Staff Report From Georgia CEO

Wednesday, March 19th, 2025

We rely on science and healthcare to improve the human experience. But behind every medical breakthrough and public health intervention are teams of scientists and healthcare professionals whose ability to work together can determine the success—or failure—of their efforts. In business settings, team cohesion is recognized as a key driver of productivity and innovation. Yet, in scientific and healthcare fields—where the stakes are literally life and death—organizational culture, leadership development, and diversity, equity, and inclusion (DEI) are too often overlooked.

The Hidden Cost of Poor Team Culture

Scientific and healthcare teams are made up of individuals with different personalities, expertise, and lived experiences. Team structure and function relies on the team’s composition, leadership, and decision making processes. These features can create cohesion or conflict, productivity or stagnation. 

Many teams are diverse in ways that directly impact communication and collaboration—team members may come from different cultural backgrounds, have various skills and expertise unrecognized by educational and professional backgrounds, or be neurodivergent or disabled. These factors shape how people process information, give and receive feedback, and interact in high-pressure environments.
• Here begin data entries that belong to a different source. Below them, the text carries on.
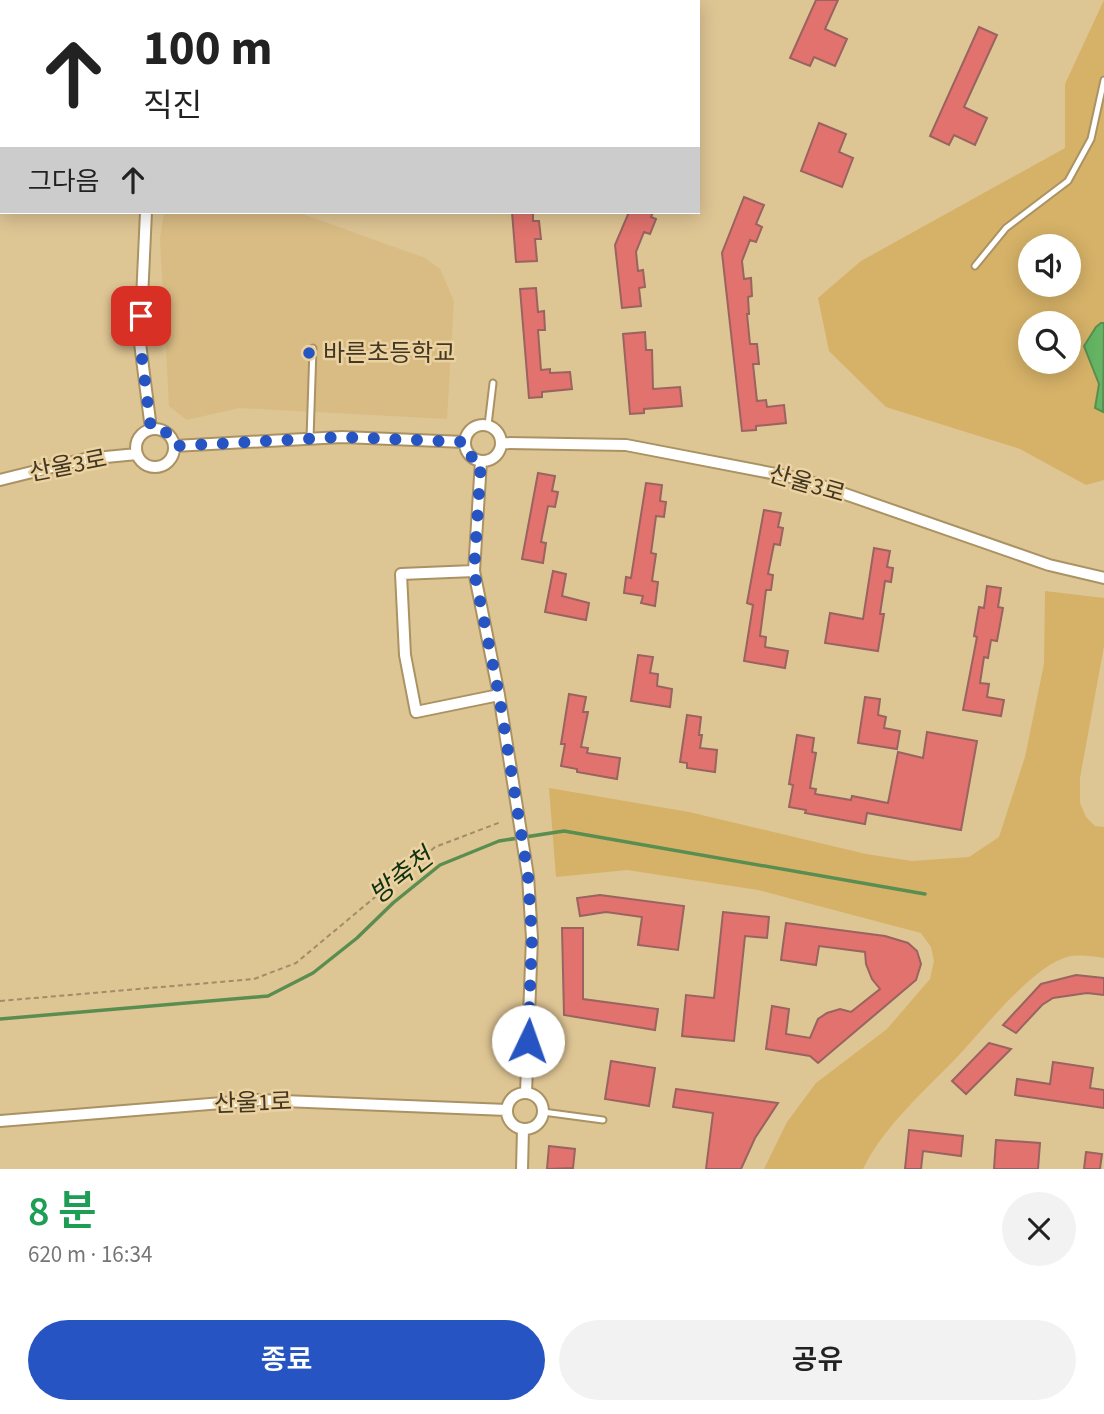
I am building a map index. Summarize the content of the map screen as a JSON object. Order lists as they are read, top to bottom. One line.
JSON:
{"streets":{"street":["산울3로","산울1로"]},"water":["방축천"],"places":["바른초등학교"],"page":{"turn":["100 m","직진"],"then":"그다음","heading":["8 분","620 m · 16:34"],"buttons":["종료","공유"]}}
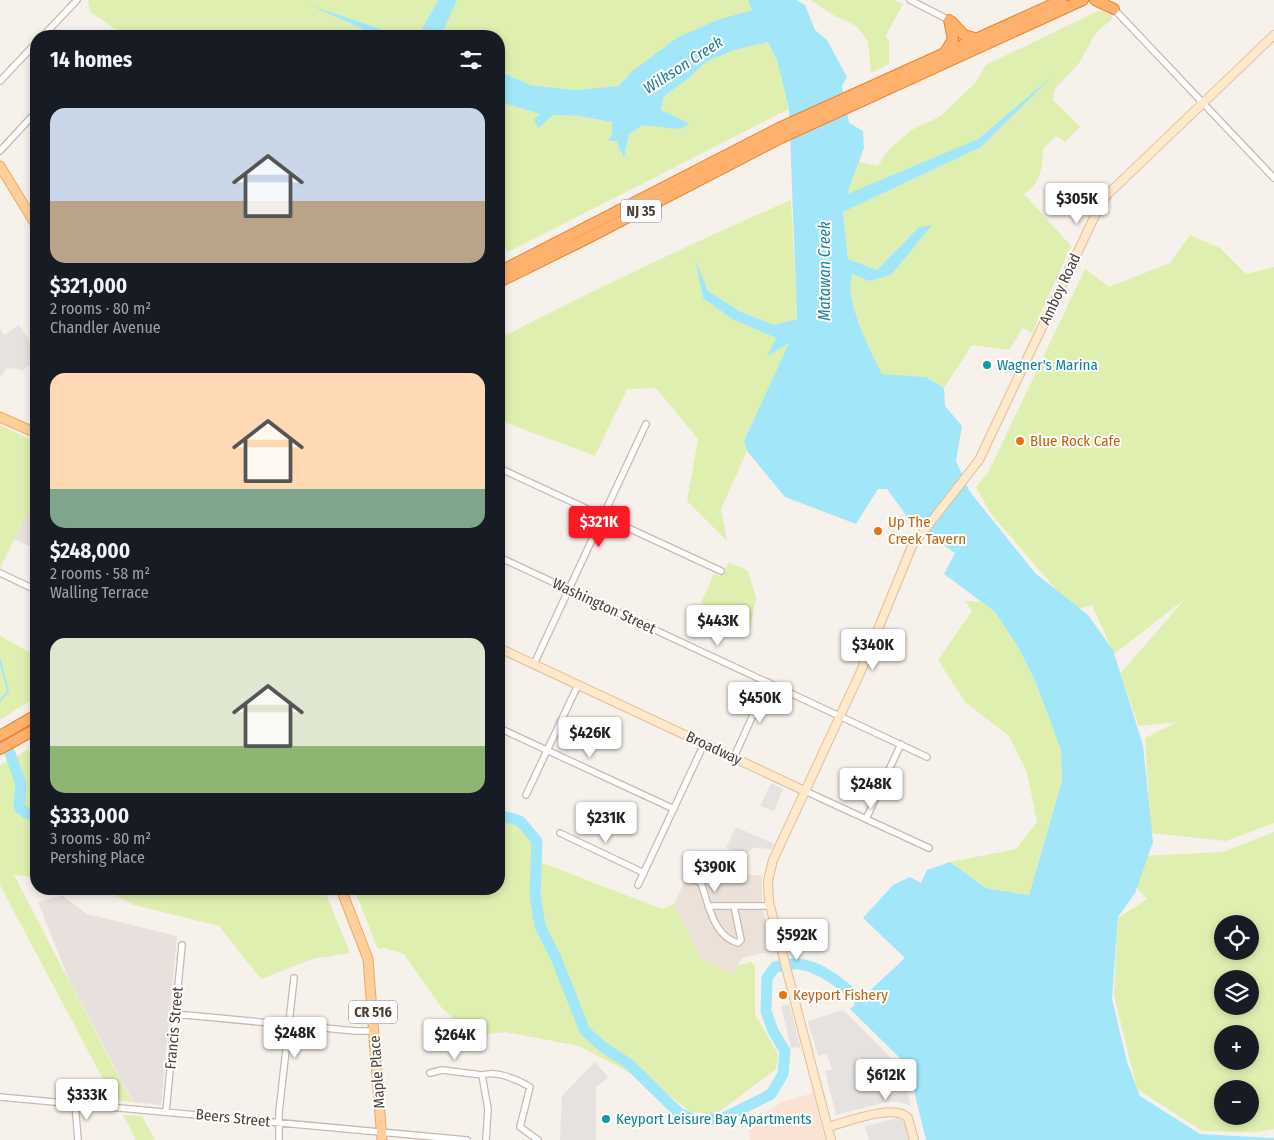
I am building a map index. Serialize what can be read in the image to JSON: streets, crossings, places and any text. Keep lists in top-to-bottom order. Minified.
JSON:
{"streets":{"highway":["NJ 35"],"main road":["Amboy Road","Broadway","CR 516","Maple Place"],"street":["Washington Street","Francis Street","Beers Street"]},"crossings":[["Amboy Road","Washington Street"],["Amboy Road","Broadway"],["Francis Street","Beers Street"],["Maple Place","Beers Street"]],"water":["Wilkson Creek","Matawan Creek"],"places":["Wagner's Marina","Blue Rock Cafe","Up The Creek Tavern","Keyport Fishery","Keyport Leisure Bay Apartments"],"page":{"heading":"14 homes","list":[{"name":"$321,000","note":"2 rooms · 80 m² · Chandler Avenue"},{"name":"$248,000","note":"2 rooms · 58 m² · Walling Terrace"},{"name":"$333,000","note":"3 rooms · 80 m² · Pershing Place"}],"price":["$305K","$321K","$443K","$340K","$450K","$426K","$248K","$231K","$390K","$592K","$248K","$264K","$612K","$333K"],"map_buttons":["+","−"]}}
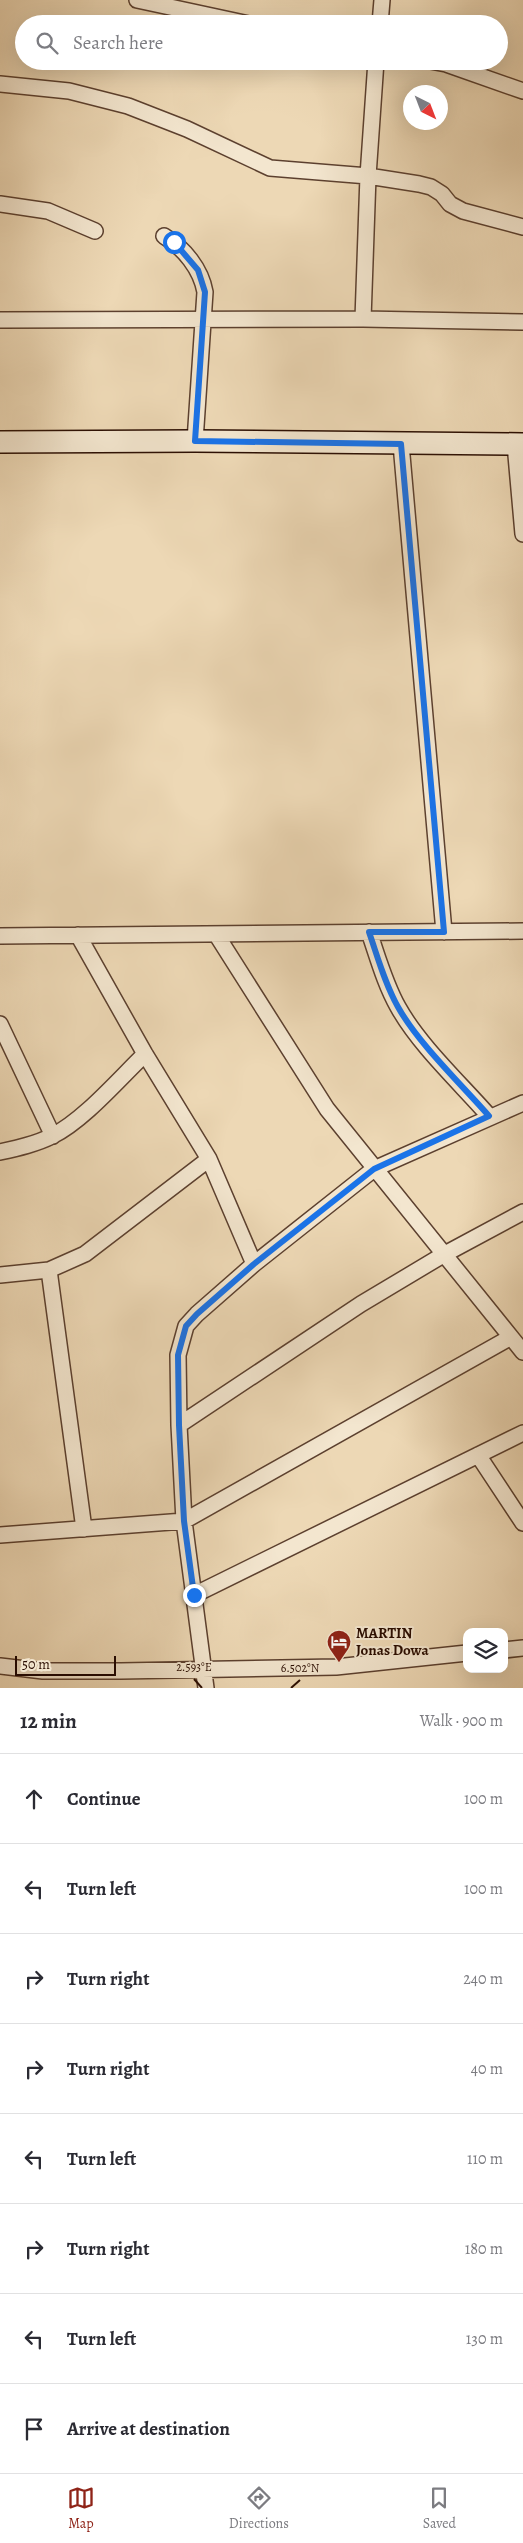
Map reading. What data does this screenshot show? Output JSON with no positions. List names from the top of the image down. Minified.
{"places":{"hotel":["MARTIN Jonas Dowa"]},"scale_bar":"50 m","north":"bottom right","page":{"search":"Search here","scale":"50 m","heading":["12 min","Walk · 900 m"],"list":[["Continue","100 m"],["Turn left","100 m"],["Turn right","240 m"],["Turn right","40 m"],["Turn left","110 m"],["Turn right","180 m"],["Turn left","130 m"],"Arrive at destination"],"nav":["Map","Directions","Saved"]},"coordinates":["2.593°E","6.502°N"]}
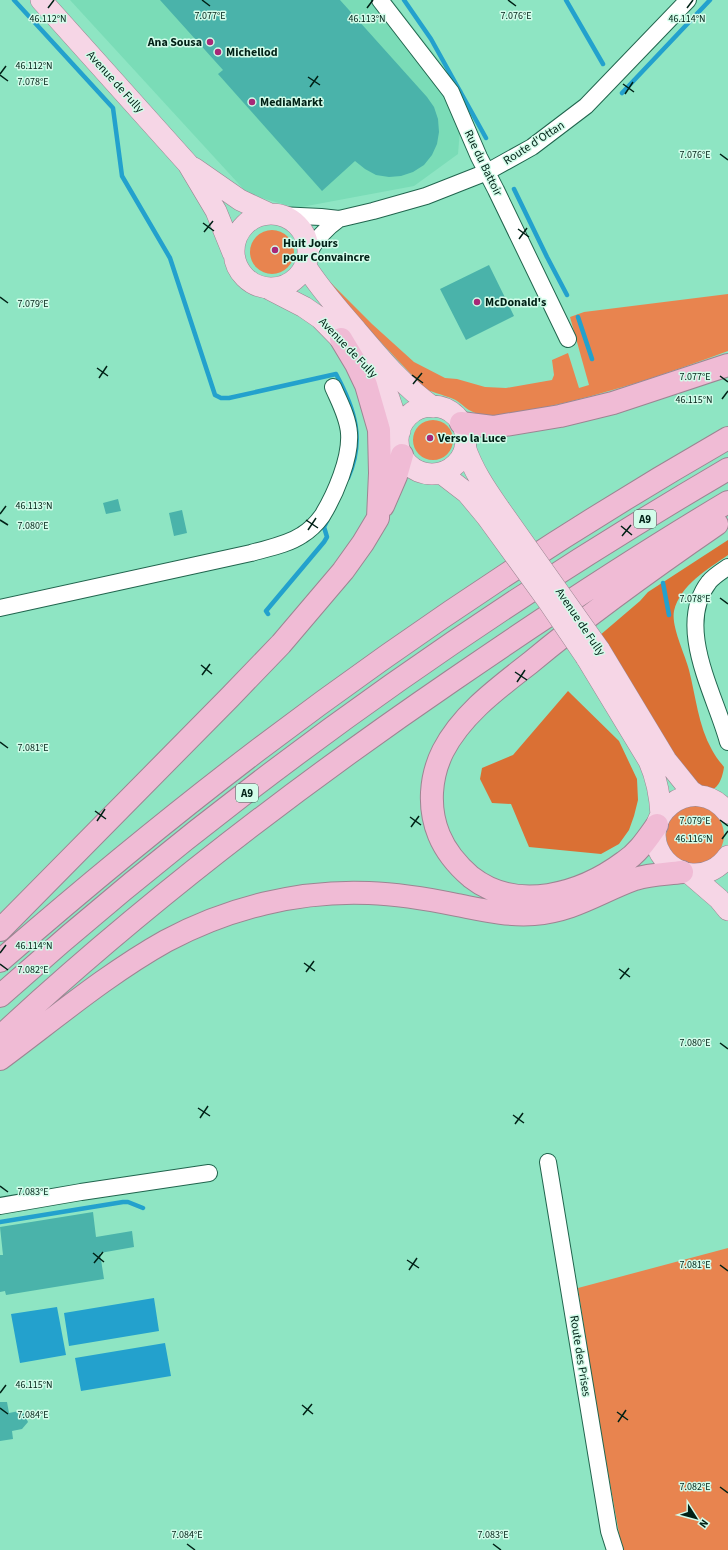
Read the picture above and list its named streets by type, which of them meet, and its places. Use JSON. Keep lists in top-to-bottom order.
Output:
{
  "streets": {
    "highway": ["A9"],
    "main road": ["Avenue de Fully"],
    "street": ["Route d'Ottan", "Rue du Battoir", "Route des Prises"]
  },
  "crossings": [
    ["Avenue de Fully", "Route d'Ottan"],
    ["Route d'Ottan", "Rue du Battoir"]
  ],
  "places": [
    "Ana Sousa",
    "Michellod",
    "MediaMarkt",
    "Huit Jours pour Convaincre",
    "McDonald's",
    "Verso la Luce"
  ],
  "north": "bottom right",
  "coordinates": [
    "7.077°E",
    "7.076°E",
    "46.113°N",
    "46.114°N",
    "46.112°N",
    "7.078°E",
    "7.079°E",
    "46.115°N",
    "7.080°E",
    "7.081°E",
    "46.116°N",
    "7.082°E",
    "7.083°E",
    "7.084°E"
  ]
}
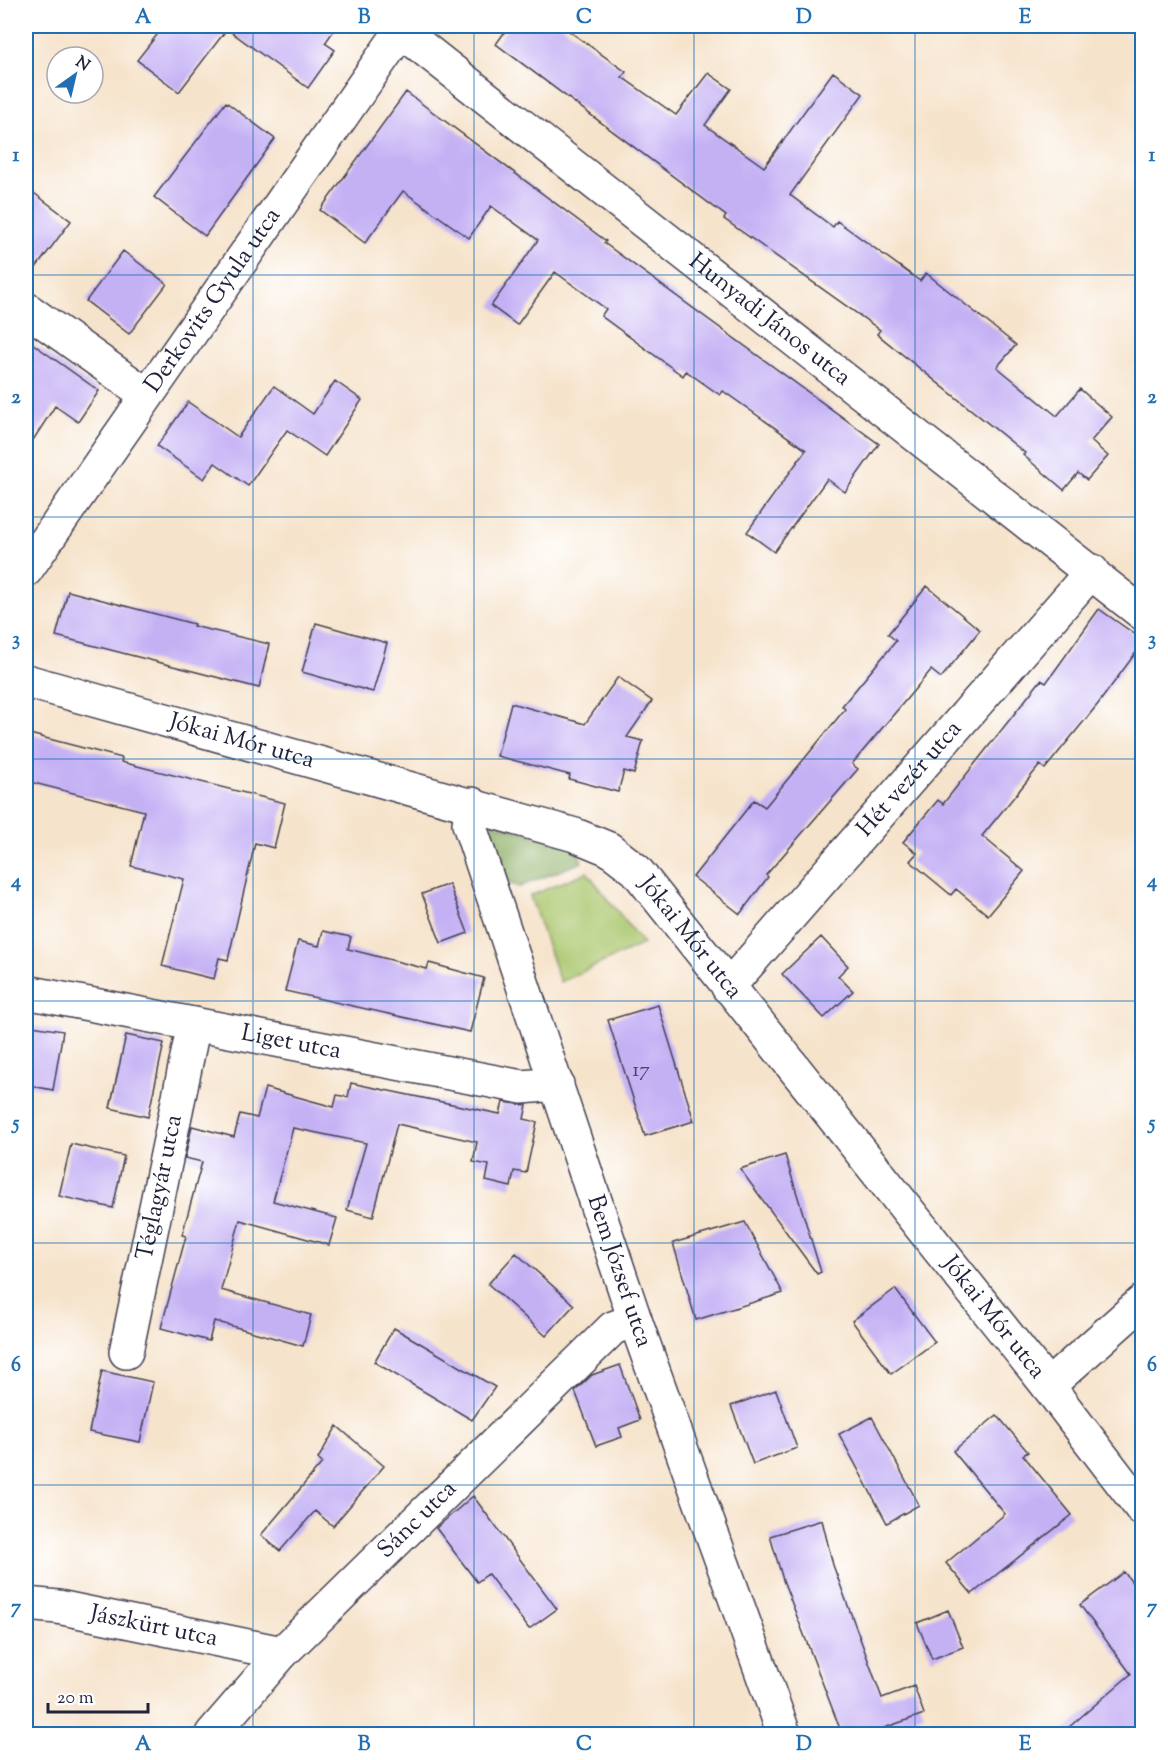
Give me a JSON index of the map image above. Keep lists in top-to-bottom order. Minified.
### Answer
{"streets":{"street":["Derkovits Gyula utca","Hunyadi János utca","Jókai Mór utca","Hét vezér utca","Liget utca","Téglagyár utca","Bem József utca","Sánc utca","Jászkürt utca"]},"crossings":[["Derkovits Gyula utca","Hunyadi János utca"],["Hunyadi János utca","Hét vezér utca"],["Jókai Mór utca","Hét vezér utca"],["Jókai Mór utca","Bem József utca"],["Liget utca","Téglagyár utca"],["Liget utca","Bem József utca"],["Bem József utca","Sánc utca"],["Sánc utca","Jászkürt utca"]],"house_numbers":["17"],"scale_bar":"20 m","north":"top right","grid":{"columns":["A","B","C","D","E"],"rows":["1","2","3","4","5","6","7"]}}
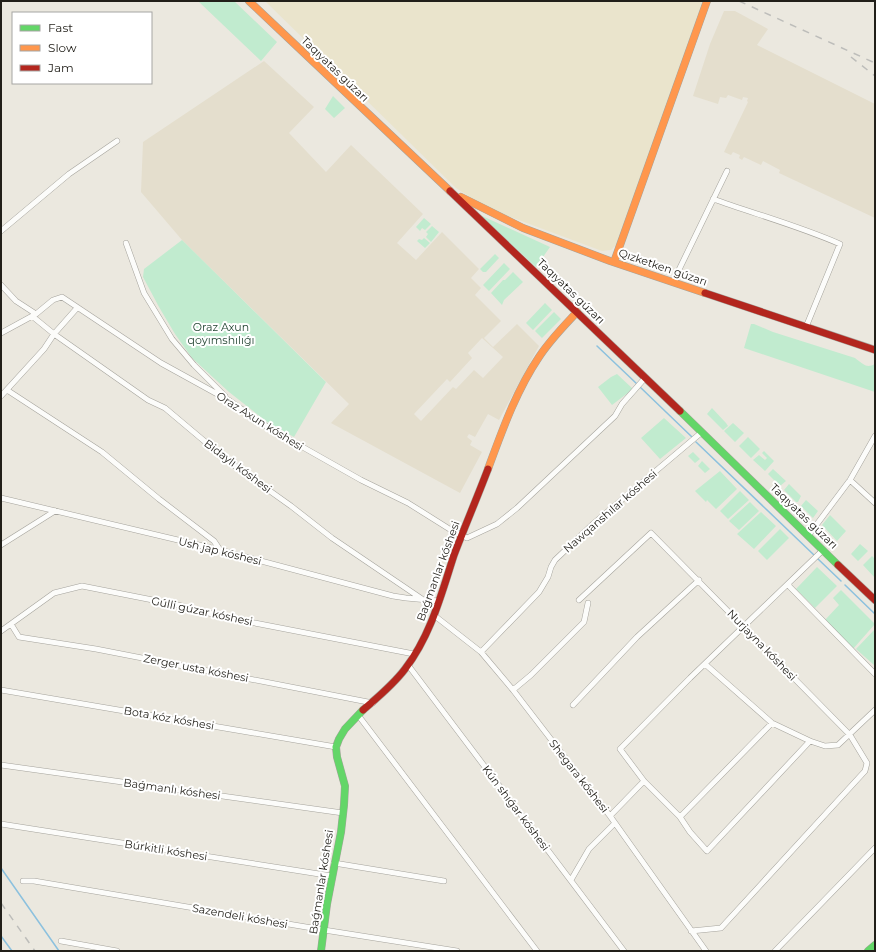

Yet, despite these complexities, leadership in these fields is often unprepared to manage them.

As someone trained in bioethics, health equity, and medical anthropology, I’ve worked closely with scientists and healthcare providers and seen firsthand how poor team culture can create unnecessary tension. In most cases, leaders in these environments—such as principal investigators (PIs) in research labs or attending physicians in hospitals—receive little to no training in people management. Instead, they are promoted based on their research expertise or clinical skills, leaving them to navigate complex interpersonal dynamics without the tools to do so effectively.

The consequences are real. Studies have shown that team conflicts in healthcare settings can lead to delays in patient care, decreased collaboration, and even compromised safety and effectiveness. One study found that 40% of workplace conflicts in healthcare had direct consequences on patient care, including treatment delays and failures in patient-centered care. Poor team cohesion also fuels burnout, absenteeism, and turnover—factors that further destabilize already overstretched scientific and medical teams.

The Role of DEI and Team Culture in Innovation

A growing body of research suggests that strong team culture—including intentionally inclusive organizational cultures—enhances scientific innovation and productivity. In research environments, teams that integrate structured decision-making, mentorship, and intentional inclusion of diverse perspectives are more successful in producing innovative results. Similarly, healthcare teams that engage in open, constructive dialogue and have clear processes for addressing conflict that includes the support of an external mediator or leader are better able to coordinate patient care and make informed decisions under pressure.

Yet, too often, these strategies are missing. Many scientific teams operate under a model that assumes collaboration will naturally emerge, rather than being intentionally cultivated. Designing organizational culture in health and science settings means (a) there must be space for mentorship and knowledge-sharing, (b) team trust is intentionally developed, (c) shared values are collaboratively established, and (d) the inclusion of diverse perspectives and identities is fostered in such a way that constructive debates on practices and procedures is normalized. In contrast, teams that ignore these dynamics may be sporadically productive but are more likely to experience conflicts and less likely to maximize their potential impact.

A Call for Culture Change

If we want scientific and healthcare teams to succeed, we need to stop treating team culture as an afterthought. Organizations must invest in leadership training, conflict resolution programs, and initiatives to intentionally design culture specifically for these high-stakes environments. This means:

  • Providing management and team dynamics training for scientists and healthcare leaders
  • Implementing structured conflict resolution strategies to prevent disruptions in patient care and research progress
  • Fostering environments that support both formal and informal knowledge sharing and recognizes and uses members’ existing skills

Well functioning health and science teams leads to better care and more innovation. Image of a doctor standing by a patient’s bed. Both doctor and patient are smiling widely. Photo by National Cancer Institute on Unsplash

Without these changes, we risk not only harming the professionals who dedicate their lives to science and healthcare but also undermining the very outcomes we rely on them to deliver. The work of these teams is too important to leave their cohesion and culture to chance.